_INFORMATION SUPPLIED_
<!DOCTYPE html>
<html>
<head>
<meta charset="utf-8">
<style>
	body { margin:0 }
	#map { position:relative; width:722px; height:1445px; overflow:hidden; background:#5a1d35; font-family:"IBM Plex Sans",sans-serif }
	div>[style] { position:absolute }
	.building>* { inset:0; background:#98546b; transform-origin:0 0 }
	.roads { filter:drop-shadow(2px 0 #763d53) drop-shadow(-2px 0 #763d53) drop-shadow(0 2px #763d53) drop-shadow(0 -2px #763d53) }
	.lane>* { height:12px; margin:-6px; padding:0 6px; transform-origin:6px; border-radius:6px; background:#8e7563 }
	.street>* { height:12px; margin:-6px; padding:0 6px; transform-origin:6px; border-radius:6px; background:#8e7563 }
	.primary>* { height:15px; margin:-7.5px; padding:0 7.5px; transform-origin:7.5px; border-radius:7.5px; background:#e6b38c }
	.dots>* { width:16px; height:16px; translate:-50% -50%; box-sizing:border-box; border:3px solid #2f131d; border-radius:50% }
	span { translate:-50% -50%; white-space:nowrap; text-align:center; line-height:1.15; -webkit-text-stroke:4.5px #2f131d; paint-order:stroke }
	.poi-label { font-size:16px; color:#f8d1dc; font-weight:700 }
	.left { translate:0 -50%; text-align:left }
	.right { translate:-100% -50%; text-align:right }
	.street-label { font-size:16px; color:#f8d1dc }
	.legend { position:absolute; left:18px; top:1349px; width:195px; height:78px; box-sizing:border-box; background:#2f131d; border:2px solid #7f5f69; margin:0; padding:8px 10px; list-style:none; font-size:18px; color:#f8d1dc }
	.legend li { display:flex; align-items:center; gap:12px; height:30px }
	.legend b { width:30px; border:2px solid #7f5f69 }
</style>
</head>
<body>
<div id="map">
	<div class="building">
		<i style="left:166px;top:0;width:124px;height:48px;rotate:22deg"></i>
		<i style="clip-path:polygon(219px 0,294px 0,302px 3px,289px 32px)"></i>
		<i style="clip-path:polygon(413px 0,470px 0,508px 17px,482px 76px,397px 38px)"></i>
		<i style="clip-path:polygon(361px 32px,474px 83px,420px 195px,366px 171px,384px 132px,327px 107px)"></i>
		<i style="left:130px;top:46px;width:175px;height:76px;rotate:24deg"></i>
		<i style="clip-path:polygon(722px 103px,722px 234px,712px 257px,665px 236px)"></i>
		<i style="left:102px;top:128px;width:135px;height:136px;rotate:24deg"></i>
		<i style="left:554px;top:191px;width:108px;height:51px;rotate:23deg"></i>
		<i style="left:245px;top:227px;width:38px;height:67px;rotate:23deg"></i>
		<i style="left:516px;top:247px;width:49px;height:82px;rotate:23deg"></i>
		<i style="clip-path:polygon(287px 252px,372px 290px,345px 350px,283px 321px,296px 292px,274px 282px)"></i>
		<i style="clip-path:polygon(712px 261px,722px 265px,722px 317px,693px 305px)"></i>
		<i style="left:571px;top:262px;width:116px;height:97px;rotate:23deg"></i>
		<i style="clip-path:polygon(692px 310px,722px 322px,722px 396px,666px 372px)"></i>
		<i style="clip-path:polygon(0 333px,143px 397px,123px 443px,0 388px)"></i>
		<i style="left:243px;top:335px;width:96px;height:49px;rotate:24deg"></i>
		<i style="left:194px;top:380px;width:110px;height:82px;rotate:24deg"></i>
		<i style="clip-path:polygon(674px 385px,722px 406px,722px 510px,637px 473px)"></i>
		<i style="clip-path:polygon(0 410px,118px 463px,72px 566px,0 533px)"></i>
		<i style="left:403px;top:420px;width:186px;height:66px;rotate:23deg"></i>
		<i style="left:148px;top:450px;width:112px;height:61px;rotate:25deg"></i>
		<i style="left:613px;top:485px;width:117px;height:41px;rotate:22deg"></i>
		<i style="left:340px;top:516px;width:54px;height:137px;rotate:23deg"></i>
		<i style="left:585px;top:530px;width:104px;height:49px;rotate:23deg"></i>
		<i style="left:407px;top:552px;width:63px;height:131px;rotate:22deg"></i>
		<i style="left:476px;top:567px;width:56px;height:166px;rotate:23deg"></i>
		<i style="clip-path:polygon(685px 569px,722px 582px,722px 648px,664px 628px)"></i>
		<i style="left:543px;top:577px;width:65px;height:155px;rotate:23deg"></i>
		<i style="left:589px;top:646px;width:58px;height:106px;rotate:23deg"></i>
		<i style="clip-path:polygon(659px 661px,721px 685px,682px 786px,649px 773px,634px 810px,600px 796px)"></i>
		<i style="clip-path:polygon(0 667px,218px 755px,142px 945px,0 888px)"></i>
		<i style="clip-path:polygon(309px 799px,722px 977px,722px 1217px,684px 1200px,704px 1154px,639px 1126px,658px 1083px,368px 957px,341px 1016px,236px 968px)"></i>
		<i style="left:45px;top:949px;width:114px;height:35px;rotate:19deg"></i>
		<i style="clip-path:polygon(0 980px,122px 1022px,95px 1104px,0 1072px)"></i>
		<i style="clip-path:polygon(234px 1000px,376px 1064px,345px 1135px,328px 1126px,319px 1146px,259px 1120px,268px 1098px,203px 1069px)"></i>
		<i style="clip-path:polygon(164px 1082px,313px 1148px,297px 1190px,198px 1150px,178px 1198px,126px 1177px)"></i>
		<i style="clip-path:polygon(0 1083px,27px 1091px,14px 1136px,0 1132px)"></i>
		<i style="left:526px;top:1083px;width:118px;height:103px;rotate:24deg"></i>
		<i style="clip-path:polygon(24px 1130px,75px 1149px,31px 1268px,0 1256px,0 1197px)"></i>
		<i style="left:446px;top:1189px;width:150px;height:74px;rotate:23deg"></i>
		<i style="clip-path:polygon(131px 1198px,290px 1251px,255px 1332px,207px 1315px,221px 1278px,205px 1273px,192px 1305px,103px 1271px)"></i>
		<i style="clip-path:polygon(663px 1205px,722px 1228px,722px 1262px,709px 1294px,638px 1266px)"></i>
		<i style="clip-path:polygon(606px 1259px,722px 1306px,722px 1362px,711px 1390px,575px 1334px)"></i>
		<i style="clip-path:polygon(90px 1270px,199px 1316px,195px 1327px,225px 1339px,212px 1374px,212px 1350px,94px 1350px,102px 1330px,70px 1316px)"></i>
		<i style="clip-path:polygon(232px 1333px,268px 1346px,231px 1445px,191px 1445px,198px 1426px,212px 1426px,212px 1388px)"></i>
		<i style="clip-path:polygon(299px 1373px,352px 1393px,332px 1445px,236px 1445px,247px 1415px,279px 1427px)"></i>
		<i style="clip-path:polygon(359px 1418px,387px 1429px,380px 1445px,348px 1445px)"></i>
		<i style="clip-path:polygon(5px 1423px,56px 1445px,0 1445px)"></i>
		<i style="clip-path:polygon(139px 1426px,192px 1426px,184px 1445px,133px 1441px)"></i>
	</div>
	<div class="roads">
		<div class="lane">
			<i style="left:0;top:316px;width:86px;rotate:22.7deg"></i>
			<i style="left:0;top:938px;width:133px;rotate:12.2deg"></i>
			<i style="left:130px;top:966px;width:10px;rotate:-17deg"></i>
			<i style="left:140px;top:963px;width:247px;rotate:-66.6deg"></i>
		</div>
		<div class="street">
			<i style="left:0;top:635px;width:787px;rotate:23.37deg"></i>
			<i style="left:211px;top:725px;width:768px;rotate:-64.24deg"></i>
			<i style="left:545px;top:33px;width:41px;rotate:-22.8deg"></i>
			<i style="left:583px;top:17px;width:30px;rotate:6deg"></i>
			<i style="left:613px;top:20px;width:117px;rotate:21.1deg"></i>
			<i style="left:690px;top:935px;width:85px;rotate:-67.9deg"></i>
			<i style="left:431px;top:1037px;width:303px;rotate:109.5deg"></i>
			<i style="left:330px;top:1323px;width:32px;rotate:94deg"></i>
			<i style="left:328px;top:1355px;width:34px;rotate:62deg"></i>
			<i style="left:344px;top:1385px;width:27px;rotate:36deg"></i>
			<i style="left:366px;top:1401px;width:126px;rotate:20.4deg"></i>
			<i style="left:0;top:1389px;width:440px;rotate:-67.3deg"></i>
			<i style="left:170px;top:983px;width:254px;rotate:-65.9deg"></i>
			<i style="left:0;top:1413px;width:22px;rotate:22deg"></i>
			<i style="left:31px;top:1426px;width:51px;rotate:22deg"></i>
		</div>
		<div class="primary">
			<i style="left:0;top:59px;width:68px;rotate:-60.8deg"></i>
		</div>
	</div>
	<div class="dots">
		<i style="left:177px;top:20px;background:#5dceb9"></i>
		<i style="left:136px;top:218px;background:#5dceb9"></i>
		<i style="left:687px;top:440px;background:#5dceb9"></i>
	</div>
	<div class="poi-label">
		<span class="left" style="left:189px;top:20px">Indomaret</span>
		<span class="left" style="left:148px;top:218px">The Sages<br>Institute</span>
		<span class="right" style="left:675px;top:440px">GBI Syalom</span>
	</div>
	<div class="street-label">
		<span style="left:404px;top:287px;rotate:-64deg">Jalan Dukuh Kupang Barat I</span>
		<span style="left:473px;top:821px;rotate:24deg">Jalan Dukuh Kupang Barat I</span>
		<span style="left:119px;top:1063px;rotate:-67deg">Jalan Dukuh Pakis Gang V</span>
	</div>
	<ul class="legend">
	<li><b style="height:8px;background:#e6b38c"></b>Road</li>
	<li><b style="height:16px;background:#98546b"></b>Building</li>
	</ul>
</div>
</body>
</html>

_EXERCISE INSTRUCTIONS_
Whenever a line of the data above includes the word "center", copy that line.

_EXERCISE ANSWER_
	span { translate:-50% -50%; white-space:nowrap; text-align:center; line-height:1.15; -webkit-text-stroke:4.5px #2f131d; paint-order:stroke }
	.legend li { display:flex; align-items:center; gap:12px; height:30px }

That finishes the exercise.